Je n’ai pas besoin de rappeler comment Barack Obama est un excellent communicateur. Tout le monde le sait.

La communication, c’est l’art de choisir le bon canal pour permettre de transmettre le bon message d’un bon émetteur vers un bon récepteur au bon moment. Facile !

Beaucoup d’ennuis communicationnels proviennent de l’incapacité à aligner les planètes pour s’assurer d’avoir un bon écosystème communicationnel. Souvent, le moment est mal choisi, le destinataire peu attentif, l’interlocuteur est non crédible, le canal ne se rend pas au bon destinataire ou le message est flou. Bref, suffisament de bruit pour rendre la communication inefficace.

Prenons l’exemple provenant d’un article sur Cyberpresse

Le succès d’Obama provient de son énorme capacité d’écoute jumelée à une intelligence émotionnelle foudroyante. Décortiquont l’événement  :

Obama a très bien choisi son canal : la discussion un à un.

M. Obama répondait aux questions de l’assistance lors d’une réunion publique à Green Bay quand il a donné la parole à John Corpus.

Le père a pris la peine de mentionner que sa fille avait raté de l’école pour venir voir le président. Mentionner ce fait indique que le père n’est pas très à l’aise de le faire parce que l’école est importante pour lui, mais qu’il juge que le fait que sa fille voit Obama de ses propres yeux est encore PLUS important. Comment réagi Obama  ?

«J’ai la chance d’être ici avec ma fille de 10 ans, elle manque son dernier jour d’école pour ça, j’espère qu’elle ne va pas avoir d’ennuis, a dit John.

- Oh non ! s’est exclamé M. Obama.

- Si.

- Vous avez besoin d’un mot de ma part ? a demandé M. Obama au milieu des rires de l’assemblée.
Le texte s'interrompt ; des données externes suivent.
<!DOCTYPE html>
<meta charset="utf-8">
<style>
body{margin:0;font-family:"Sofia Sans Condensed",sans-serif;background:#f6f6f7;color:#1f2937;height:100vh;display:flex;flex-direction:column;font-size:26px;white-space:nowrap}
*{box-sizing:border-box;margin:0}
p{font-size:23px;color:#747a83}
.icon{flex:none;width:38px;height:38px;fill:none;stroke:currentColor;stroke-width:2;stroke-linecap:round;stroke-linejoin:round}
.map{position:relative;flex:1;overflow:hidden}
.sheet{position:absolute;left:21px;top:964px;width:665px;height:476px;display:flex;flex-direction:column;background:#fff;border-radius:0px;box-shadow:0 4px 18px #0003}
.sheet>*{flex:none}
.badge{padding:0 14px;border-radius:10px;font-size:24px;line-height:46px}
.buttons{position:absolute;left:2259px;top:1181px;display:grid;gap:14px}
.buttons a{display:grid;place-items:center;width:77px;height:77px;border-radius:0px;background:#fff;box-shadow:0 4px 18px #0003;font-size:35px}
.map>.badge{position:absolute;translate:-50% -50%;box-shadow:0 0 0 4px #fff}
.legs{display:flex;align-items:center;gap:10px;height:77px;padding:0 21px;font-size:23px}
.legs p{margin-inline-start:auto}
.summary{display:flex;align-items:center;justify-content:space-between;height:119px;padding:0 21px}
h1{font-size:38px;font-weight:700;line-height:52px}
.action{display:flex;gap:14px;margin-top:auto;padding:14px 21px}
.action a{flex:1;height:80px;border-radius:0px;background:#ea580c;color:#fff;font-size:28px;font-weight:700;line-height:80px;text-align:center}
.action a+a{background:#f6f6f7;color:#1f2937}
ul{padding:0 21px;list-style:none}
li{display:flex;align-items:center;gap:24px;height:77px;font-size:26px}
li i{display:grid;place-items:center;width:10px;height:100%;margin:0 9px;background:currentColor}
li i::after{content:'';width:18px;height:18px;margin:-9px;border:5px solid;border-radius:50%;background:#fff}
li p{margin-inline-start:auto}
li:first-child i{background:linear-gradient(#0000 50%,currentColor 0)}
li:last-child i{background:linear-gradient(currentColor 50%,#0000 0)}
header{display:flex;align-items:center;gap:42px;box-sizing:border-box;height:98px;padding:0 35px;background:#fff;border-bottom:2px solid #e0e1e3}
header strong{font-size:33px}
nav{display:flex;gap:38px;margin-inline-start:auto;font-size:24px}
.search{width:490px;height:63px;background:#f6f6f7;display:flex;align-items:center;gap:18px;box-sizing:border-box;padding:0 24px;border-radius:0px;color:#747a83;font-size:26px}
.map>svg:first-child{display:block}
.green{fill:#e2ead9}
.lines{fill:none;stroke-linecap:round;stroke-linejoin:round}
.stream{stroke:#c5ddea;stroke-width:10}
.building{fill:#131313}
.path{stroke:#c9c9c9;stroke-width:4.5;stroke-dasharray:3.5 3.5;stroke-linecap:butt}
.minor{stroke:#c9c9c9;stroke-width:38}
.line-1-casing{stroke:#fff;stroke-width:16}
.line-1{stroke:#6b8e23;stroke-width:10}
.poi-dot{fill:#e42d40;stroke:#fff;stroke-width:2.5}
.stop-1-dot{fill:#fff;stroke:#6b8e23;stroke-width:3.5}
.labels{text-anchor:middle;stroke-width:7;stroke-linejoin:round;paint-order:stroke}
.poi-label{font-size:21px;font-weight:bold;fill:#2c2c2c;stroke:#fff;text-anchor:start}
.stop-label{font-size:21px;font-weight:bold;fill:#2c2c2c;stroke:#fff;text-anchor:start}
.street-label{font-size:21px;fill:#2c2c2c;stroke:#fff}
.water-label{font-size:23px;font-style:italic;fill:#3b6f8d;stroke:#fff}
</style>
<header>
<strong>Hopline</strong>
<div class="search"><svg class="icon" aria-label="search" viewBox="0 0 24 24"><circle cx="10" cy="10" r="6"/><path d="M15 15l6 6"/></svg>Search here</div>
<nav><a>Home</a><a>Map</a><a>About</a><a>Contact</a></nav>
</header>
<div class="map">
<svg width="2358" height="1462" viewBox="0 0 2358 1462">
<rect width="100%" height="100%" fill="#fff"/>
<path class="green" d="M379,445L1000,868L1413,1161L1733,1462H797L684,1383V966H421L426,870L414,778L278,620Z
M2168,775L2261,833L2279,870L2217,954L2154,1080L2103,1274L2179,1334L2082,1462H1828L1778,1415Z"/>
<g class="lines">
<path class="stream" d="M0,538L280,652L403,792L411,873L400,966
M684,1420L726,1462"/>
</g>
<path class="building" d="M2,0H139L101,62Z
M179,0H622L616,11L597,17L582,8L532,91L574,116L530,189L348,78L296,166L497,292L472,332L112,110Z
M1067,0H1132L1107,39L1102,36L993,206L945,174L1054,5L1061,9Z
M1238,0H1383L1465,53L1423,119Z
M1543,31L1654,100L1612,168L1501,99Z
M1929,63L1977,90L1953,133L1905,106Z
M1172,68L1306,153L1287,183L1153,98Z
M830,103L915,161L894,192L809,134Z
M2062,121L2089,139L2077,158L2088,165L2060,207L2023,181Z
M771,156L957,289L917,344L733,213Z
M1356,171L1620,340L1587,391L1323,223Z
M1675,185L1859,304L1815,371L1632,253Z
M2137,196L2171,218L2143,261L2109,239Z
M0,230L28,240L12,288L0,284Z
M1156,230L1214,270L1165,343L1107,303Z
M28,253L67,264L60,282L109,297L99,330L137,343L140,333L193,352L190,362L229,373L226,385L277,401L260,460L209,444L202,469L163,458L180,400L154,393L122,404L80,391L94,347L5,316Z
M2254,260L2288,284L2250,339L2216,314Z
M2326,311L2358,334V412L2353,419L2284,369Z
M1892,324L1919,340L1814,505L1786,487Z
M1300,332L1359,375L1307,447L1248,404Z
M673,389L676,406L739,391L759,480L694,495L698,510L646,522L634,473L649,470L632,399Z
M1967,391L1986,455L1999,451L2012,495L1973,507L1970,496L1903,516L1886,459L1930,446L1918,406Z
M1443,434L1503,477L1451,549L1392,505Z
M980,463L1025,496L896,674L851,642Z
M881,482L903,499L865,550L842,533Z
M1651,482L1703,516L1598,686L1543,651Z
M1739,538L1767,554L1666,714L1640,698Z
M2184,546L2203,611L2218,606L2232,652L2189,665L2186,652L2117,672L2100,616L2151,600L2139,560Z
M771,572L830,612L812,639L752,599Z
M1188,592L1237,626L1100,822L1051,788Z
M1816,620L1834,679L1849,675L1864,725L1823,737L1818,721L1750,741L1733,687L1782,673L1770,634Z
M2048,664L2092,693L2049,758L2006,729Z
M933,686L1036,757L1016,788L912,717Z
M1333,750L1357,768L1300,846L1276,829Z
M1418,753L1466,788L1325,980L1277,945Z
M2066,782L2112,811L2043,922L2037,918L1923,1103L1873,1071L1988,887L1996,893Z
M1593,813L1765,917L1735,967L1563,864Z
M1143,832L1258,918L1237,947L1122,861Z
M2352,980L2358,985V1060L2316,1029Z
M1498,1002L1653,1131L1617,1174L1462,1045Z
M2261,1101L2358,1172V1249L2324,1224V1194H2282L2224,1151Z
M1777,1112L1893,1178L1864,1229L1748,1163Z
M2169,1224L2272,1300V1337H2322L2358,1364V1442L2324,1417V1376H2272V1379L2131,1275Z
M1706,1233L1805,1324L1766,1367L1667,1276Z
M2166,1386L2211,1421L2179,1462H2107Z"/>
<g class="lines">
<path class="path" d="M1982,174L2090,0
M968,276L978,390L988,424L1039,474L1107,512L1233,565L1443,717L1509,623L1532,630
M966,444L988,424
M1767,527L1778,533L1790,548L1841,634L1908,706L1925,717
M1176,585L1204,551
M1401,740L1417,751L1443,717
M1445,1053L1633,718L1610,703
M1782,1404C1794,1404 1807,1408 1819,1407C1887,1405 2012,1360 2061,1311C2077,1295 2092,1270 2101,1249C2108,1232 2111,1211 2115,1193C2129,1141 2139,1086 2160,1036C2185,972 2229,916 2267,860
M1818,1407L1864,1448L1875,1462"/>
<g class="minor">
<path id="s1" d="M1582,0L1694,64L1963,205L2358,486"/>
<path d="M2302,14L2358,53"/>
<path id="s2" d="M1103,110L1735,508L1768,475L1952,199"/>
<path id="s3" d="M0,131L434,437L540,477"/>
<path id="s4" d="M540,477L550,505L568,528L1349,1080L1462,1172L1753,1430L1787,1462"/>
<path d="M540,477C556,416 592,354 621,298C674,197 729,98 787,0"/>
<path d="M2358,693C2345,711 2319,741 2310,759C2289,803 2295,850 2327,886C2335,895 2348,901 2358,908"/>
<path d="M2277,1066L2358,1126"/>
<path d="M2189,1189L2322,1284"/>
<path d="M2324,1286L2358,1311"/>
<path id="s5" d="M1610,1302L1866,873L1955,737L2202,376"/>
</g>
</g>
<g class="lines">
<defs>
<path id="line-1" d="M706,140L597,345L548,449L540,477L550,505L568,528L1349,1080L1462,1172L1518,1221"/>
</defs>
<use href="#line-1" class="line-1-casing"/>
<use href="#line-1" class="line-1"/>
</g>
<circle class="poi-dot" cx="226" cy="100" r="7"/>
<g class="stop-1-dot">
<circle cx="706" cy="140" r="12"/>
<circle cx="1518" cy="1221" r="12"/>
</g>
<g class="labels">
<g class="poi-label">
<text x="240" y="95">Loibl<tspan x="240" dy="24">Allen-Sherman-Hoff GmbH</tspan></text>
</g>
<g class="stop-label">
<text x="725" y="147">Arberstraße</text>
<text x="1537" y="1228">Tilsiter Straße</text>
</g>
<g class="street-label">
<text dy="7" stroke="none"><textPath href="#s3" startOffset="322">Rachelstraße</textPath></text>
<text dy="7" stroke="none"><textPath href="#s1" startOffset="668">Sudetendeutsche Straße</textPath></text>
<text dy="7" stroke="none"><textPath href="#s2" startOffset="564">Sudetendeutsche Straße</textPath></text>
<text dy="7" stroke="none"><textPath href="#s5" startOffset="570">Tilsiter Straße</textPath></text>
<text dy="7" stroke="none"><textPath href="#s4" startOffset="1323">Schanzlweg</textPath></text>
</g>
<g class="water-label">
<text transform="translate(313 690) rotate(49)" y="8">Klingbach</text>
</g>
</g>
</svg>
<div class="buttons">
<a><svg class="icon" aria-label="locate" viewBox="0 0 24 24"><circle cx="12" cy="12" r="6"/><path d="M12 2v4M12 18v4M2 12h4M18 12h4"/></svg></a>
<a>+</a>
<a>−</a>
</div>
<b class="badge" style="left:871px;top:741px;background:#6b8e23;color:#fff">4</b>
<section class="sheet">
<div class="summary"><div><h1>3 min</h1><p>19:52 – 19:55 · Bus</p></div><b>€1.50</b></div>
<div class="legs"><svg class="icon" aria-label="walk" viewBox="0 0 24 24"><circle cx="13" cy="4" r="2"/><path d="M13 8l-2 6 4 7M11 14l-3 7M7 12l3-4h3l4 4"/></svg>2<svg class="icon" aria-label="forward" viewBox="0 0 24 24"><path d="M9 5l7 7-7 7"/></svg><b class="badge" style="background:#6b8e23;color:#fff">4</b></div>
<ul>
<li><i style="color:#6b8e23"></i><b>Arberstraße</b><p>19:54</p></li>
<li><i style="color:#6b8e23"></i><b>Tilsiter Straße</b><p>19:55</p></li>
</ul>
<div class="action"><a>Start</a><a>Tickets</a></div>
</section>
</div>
- Chiche, Monsieur le président.

- D’accord, allez-y. Je m’y mets tout de suite. Comment s’appelle-t-elle ?

- John Corpus…

- Non, elle…», a rectifié M. Obama.

John Corpus a alors entrepris de poser sa question, quand M. Obama l’a arrêté: «Non, non, c’est sérieux, comment s’appelle-t-elle ?» Kennedy ? «C’est cool comme nom», a lâché M. Obama.

Barack Obama a pris le temps d’écouter et d’analyser ce qui motivait les gestes de John Corpus. Ce n’est pas sa question qui compte, ce n’est pas le fait qu’il voit Obama qui compte, c’est le fait que Obama représente l’espoir, cet espoir d’un avenir meilleur pour ses enfants, dont Kennedy. Les politiques d’Obama risquent de changer drastiquement le peuple américain. En environnement, en santé, dans le monde financier, Obama représente l’espoir d’un avenir meilleur pour les jeunes générations.

John Corpus a sacrifié une journée d’école pour donner l’expérience d’une vie à sa petite fille : Rencontrer Obama, ce grand homme. Qu’a fait Obama ?

Quelques instants plus tard, Kennedy traversait la foule pour recevoir des mains de M. Obama le billet qu’il avait rédigé pour elle pendant que son père interrogeait le président sur le temps qu’il faudrait pour réformer le système de santé.

Il a répondu au souhait caché de John Corpus… Fabuleux ! Dans cet exercice, Obama a :

  • Choisi le bon canal : Conversation un à un, intime
  • Transformé un récepteur en bon récepteur : Il a plus que répondu au souhait de John, le rendant réceptif au message
  • Adapté l’émetteur à l’environnement : Il a écouté son environnement et adapté son intervention
  • Utilisé un bon message : Il l’a adapté à son interlocuteur (”C’est cool comme nom”)

Obama n’est pas un bon communicateur parce qu’il est supérieur à nous tous, il est un bon communicateur parce qu’il connait et maîtrise la recette. Et apprendre une recette peut se faire par n’importe qui, suffit d’y mettre le temps et l’effort.